[Assigned task] Omit the pictures and output exactly the lines from the start of the entries through the line containing "font-size:30px; font-weight:700; line-height:1.1".

[Provided entries]
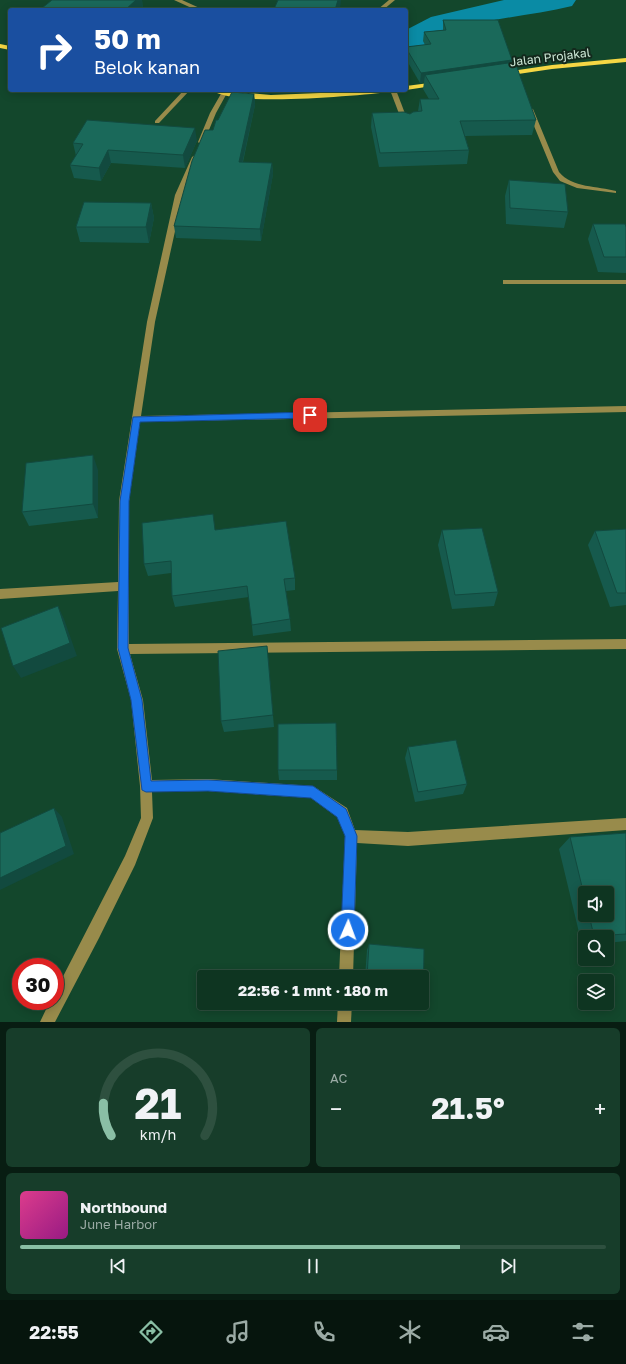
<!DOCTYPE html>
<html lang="id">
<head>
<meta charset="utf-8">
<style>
  body { margin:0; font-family:"Golos Text",sans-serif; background:#173d2a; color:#f1f3f6; height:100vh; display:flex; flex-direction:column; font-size:15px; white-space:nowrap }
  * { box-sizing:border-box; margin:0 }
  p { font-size:13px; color:#9baba5 }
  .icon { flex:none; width:22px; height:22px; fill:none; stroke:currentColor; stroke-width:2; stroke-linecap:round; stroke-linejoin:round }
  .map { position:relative; height:1022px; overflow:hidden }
  .panel { display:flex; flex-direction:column; gap:6px; padding:6px; background:#081d12; flex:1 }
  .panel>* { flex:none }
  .hud { position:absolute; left:8px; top:8px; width:400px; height:84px; border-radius:4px; box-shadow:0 2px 10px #0003,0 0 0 1px #2e503f; background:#1a4fa0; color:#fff; overflow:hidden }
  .tools { position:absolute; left:578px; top:886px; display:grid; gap:8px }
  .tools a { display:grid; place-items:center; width:36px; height:36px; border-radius:4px; background:#0e3521; box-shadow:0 2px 10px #0003,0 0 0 1px #2e503f; font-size:20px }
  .speed { position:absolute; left:12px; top:958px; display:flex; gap:8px; font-size:20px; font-weight:700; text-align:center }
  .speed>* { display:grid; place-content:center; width:52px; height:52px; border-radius:50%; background:#0e3521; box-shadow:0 2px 10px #0003,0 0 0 1px #2e503f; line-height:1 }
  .speed .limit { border:6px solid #d22; background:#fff; color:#111 }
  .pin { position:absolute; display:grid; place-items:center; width:34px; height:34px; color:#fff; margin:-17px; border-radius:8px; box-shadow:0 2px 6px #0006 }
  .me { position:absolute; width:44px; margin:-22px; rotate:2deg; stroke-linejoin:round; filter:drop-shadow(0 0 3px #0008) }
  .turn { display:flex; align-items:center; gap:14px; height:84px; padding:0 20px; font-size:18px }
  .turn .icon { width:52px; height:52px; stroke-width:2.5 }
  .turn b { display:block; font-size:28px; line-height:34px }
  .big { font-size:30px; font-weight:700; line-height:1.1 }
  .panel .card { flex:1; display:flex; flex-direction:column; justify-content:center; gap:6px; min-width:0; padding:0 14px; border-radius:6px; background:#173d2a }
  .panel .dial { align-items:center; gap:0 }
  .dial svg { height:104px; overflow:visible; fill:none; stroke:#2e503f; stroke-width:7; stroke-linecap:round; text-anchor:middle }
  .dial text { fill:#f1f3f6; stroke:none }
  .song { display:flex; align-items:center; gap:12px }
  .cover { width:48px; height:48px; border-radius:6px; background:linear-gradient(135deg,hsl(330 70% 55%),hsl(310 70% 35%)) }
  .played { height:4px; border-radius:2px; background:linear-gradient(90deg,#8abfa5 75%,#2e503f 75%) }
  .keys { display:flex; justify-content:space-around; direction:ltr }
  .heat { display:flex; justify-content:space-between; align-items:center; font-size:22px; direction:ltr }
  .panel .tiles { flex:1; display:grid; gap:6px; grid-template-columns:1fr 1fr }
  .card:last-child { grid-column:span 2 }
  .trip { position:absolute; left:197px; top:970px; width:232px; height:40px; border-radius:4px; background:#0e3521; box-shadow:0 2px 10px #0003,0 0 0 1px #2e503f; font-weight:700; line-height:40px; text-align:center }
  .menu { display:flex; height:64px; justify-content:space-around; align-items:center; background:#06150d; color:#9baba5 }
  .menu .icon { width:28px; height:28px }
  .menu .on { color:#8abfa5 }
  .menu b { font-size:18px; color:#f1f3f6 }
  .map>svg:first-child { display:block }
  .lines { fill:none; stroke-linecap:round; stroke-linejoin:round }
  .river { fill:#0a8ba5; fill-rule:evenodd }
  .minor { fill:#988b4b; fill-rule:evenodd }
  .major { fill:#f5d744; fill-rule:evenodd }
  .wall { fill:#165a4d; fill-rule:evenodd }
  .shaded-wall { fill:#124a3f }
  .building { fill:#1a695a; stroke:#124a3f }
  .route { fill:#1a73e8; stroke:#114b97 }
  .labels { text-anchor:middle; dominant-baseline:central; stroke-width:4; stroke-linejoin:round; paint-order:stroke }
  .far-street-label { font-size:12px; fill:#cee8d7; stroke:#13281c }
</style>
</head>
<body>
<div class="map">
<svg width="626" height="1022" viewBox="0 0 626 1022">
  <rect width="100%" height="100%" fill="#13472c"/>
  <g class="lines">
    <path class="river" d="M504 0H576L572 6C533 16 491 17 453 31 437 37 424 48 406 53V30L431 17Z"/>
    <g class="minor">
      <path d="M174 0H182L204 10H196Z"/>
      <path d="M389 0H395L383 10H377Z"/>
      <path d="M184 90H190L159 123H155V121Z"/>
      <path d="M390 90H396L409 124 408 125 403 124Z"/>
      <path d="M222 92 227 93 216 113 204 142 199 143 198 142 210 113Z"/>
      <path d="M528 108 533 109 559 172C572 188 598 186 616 191V193L577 188 560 181 553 172 527 109Z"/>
      <path d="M195 155 198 157 183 195 155 322 141 416 626 406V412L140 422 129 501V644L626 639V649L130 654 143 700 152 780 208 779 313 786 347 808 355 830 408 832 626 818V830L408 846 357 843 353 977H339L345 836 337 817 311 798 208 791 152 792 153 818 135 865 99 938 55 1022H40L50 1001H55V992L125 856 141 818 140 786 131 700 117 649 118 591 0 599V589L118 582 119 501 147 322 175 195 192 157Z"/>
      <rect x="503" y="280" width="123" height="4"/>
      <path d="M338 1003H352L351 1022H337Z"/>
    </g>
    <g class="major">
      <path d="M0 44 10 46V50L0 48Z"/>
      <path d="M626 58V62L552 69 505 76 502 74 505 72 552 65Z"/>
      <path d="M437 82 440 84 439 85 406 90V86Z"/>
      <path d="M211 90 271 95 395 90 392 92C358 95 236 108 211 90Z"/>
    </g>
  </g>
  <g class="wall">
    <path d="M142 0 143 10H42V8Z"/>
    <path d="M443 20 512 60 511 63 536 120 532 135 465 136 469 150 467 164 379 167 371 127 372 113 410 114 418 111 420 99H429L423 89 424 82 420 83 406 59V47L425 45 423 41 424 32 443 30Z"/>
    <path d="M254 94 255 105 243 162 272 163 273 174 261 241 176 238 174 226 213 130Z"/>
    <path d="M197 141 185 168 111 163 101 181 74 178 70 165 76 156 73 143Z"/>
    <path d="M509 180 568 212 564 228 506 224 505 196Z"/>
    <path d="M151 203 154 218 149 243 80 242 76 227Z"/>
    <path d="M593 224 626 227V273L598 272 588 239Z"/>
    <path d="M98 470V518L29 526 22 512Z"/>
    <path d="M626 529V605L610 607 588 545 595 531Z"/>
    <path d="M216 530 295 578V590L286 591 290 619 291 631 253 636 249 597 175 607 172 596 171 573 148 576 144 564Z"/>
    <path d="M442 530 498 592 494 606 452 609 438 545Z"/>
    <path d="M267 646 274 727 224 732 221 721Z"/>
    <path d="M408 747 467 784 463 794 415 802 405 758Z"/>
    <path d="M278 770H337V780H279Z"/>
    <path d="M626 833V941L607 943V937H585V945H582L559 849 570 837ZM585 893 607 915H585Z"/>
    <path d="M369 944 424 949 423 1004 419 1008 371 1003H422V977H365L367 950Z"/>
  </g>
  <g class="shaded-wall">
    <path d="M136 0H142L143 10H125Z"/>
    <path d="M338 0H341L340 10H335Z"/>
    <path d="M512 60 510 70 425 75 424 82 420 83 421 73Z"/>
    <path d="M254 94 255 105 240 173 239 162Z"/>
    <path d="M195 128 197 141 185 168 183 155Z"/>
    <path d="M108 150 111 163 101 181 99 168Z"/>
    <path d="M272 163 273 174 261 241 260 229Z"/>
    <path d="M151 203 154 218 149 243 146 227Z"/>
    <path d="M93 455 98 470V518L93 504Z"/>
    <path d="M58 606 64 619 77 656 21 678 13 666Z"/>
    <path d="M54 808 62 817 74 854 0 890V878Z"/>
  </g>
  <g class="building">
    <path d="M52 0H136L125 10H56L42 8Z"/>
    <path d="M278 0H338L335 10 274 9Z"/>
    <path d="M443 20H498L512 60 421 73 406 48V47L431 44 424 32 446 30Z"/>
    <path d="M515 62 536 120 460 121 469 150 380 153 372 113 404 112 410 114 413 112 422 111 420 99H439L425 75Z"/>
    <path d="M232 92 254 94 239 162 272 163 260 229 174 226 192 161 205 130H213L216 120H218Z"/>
    <path d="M87 120 195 128 183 155 108 150 99 168 70 165 83 144 73 143Z"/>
    <path d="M509 180 565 184 568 212 510 208Z"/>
    <path d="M84 202 151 203 146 227H76Z"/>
    <path d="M593 224H625L626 227V257H604Z"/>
    <path d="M93 455V504L22 512 26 463Z"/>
    <path d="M213 514 215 530 286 521 295 578 284 579 290 619 252 625 247 586 172 596 171 561 144 564 142 523Z"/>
    <path d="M482 528 498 592 455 595 442 530Z"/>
    <path d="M626 529V593H617L595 531Z"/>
    <path d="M58 606 70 643 13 666 1 628Z"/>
    <path d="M267 646 273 715 221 721 218 651Z"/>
    <path d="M336 723 337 770H278V724Z"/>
    <path d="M456 740 467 784 418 792 408 747Z"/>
    <path d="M54 808 66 846 0 878V833Z"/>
    <path d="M626 833V934L594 936 589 915H607V893H585V899L570 837Z"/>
    <path d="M369 944 424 949 423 1004 411 1003H422V977H367Z"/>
  </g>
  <path class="route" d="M310 412 314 415 310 418 140 422 129 501 128 648 142 700 151 781 208 780 313 786 346 809 357 836 354 930 352 934 348 936 343 934 341 930 345 836 337 817 311 798 208 791 146 792 142 790 131 700 118 648 120 501 133 417Z"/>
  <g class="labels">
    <g class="far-street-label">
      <text transform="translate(550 57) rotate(-7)">Jalan Projakal</text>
    </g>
  </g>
</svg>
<div class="tools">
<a><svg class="icon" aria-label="sound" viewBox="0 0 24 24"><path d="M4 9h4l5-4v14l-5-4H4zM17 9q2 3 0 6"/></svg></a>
<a><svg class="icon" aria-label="search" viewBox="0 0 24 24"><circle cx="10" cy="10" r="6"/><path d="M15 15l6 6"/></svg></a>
<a><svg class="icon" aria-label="layers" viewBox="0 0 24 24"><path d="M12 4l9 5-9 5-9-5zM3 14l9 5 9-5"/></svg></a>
</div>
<div class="speed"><div class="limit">30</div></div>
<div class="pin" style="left:310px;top:415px;background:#d93025"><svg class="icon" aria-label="arrive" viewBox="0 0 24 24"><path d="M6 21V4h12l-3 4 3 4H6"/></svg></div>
<svg class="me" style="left:348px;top:930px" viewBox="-20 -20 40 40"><circle r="17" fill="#1a73e8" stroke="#fff" stroke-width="3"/><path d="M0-11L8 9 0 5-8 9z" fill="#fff"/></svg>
<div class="trip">22:56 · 1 mnt · 180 m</div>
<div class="hud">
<div class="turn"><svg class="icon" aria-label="right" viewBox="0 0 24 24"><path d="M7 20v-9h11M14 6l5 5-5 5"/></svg><div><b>50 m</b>Belok kanan</div></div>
</div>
</div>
<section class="panel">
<div class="tiles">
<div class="card dial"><svg viewBox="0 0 100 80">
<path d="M14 69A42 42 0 1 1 86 69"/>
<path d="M14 69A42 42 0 0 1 8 44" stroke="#8abfa5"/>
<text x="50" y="56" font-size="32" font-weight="700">21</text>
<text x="50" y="72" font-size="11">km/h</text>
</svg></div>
<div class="card"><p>AC</p>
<div class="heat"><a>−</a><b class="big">21.5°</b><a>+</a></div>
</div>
<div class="card">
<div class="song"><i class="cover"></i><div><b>Northbound</b><p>June Harbor</p></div></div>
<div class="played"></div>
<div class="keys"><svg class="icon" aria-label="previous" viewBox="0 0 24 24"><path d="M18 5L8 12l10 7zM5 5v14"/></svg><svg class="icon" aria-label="pause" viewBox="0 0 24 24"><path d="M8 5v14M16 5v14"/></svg><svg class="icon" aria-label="next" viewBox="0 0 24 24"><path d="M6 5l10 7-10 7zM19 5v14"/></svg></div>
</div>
</div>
</section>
<nav class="menu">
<b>22:55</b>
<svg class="icon on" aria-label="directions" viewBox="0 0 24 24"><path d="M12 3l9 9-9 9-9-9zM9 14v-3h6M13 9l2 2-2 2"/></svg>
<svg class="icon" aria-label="music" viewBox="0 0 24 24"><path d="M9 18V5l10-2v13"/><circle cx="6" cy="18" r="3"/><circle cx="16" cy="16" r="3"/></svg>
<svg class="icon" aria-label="phone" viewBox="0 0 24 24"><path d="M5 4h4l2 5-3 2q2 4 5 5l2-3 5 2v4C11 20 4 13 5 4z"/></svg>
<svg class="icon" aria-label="climate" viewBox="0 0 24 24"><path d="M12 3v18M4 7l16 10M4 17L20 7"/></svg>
<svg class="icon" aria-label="car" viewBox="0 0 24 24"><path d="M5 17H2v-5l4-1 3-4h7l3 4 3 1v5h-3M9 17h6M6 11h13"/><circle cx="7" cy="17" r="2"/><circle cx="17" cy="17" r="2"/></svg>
<svg class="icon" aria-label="filters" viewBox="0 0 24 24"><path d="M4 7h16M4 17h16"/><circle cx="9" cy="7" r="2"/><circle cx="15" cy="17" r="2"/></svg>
</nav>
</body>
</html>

[Expected answer]
<!DOCTYPE html>
<html lang="id">
<head>
<meta charset="utf-8">
<style>
  body { margin:0; font-family:"Golos Text",sans-serif; background:#173d2a; color:#f1f3f6; height:100vh; display:flex; flex-direction:column; font-size:15px; white-space:nowrap }
  * { box-sizing:border-box; margin:0 }
  p { font-size:13px; color:#9baba5 }
  .icon { flex:none; width:22px; height:22px; fill:none; stroke:currentColor; stroke-width:2; stroke-linecap:round; stroke-linejoin:round }
  .map { position:relative; height:1022px; overflow:hidden }
  .panel { display:flex; flex-direction:column; gap:6px; padding:6px; background:#081d12; flex:1 }
  .panel>* { flex:none }
  .hud { position:absolute; left:8px; top:8px; width:400px; height:84px; border-radius:4px; box-shadow:0 2px 10px #0003,0 0 0 1px #2e503f; background:#1a4fa0; color:#fff; overflow:hidden }
  .tools { position:absolute; left:578px; top:886px; display:grid; gap:8px }
  .tools a { display:grid; place-items:center; width:36px; height:36px; border-radius:4px; background:#0e3521; box-shadow:0 2px 10px #0003,0 0 0 1px #2e503f; font-size:20px }
  .speed { position:absolute; left:12px; top:958px; display:flex; gap:8px; font-size:20px; font-weight:700; text-align:center }
  .speed>* { display:grid; place-content:center; width:52px; height:52px; border-radius:50%; background:#0e3521; box-shadow:0 2px 10px #0003,0 0 0 1px #2e503f; line-height:1 }
  .speed .limit { border:6px solid #d22; background:#fff; color:#111 }
  .pin { position:absolute; display:grid; place-items:center; width:34px; height:34px; color:#fff; margin:-17px; border-radius:8px; box-shadow:0 2px 6px #0006 }
  .me { position:absolute; width:44px; margin:-22px; rotate:2deg; stroke-linejoin:round; filter:drop-shadow(0 0 3px #0008) }
  .turn { display:flex; align-items:center; gap:14px; height:84px; padding:0 20px; font-size:18px }
  .turn .icon { width:52px; height:52px; stroke-width:2.5 }
  .turn b { display:block; font-size:28px; line-height:34px }
  .big { font-size:30px; font-weight:700; line-height:1.1 }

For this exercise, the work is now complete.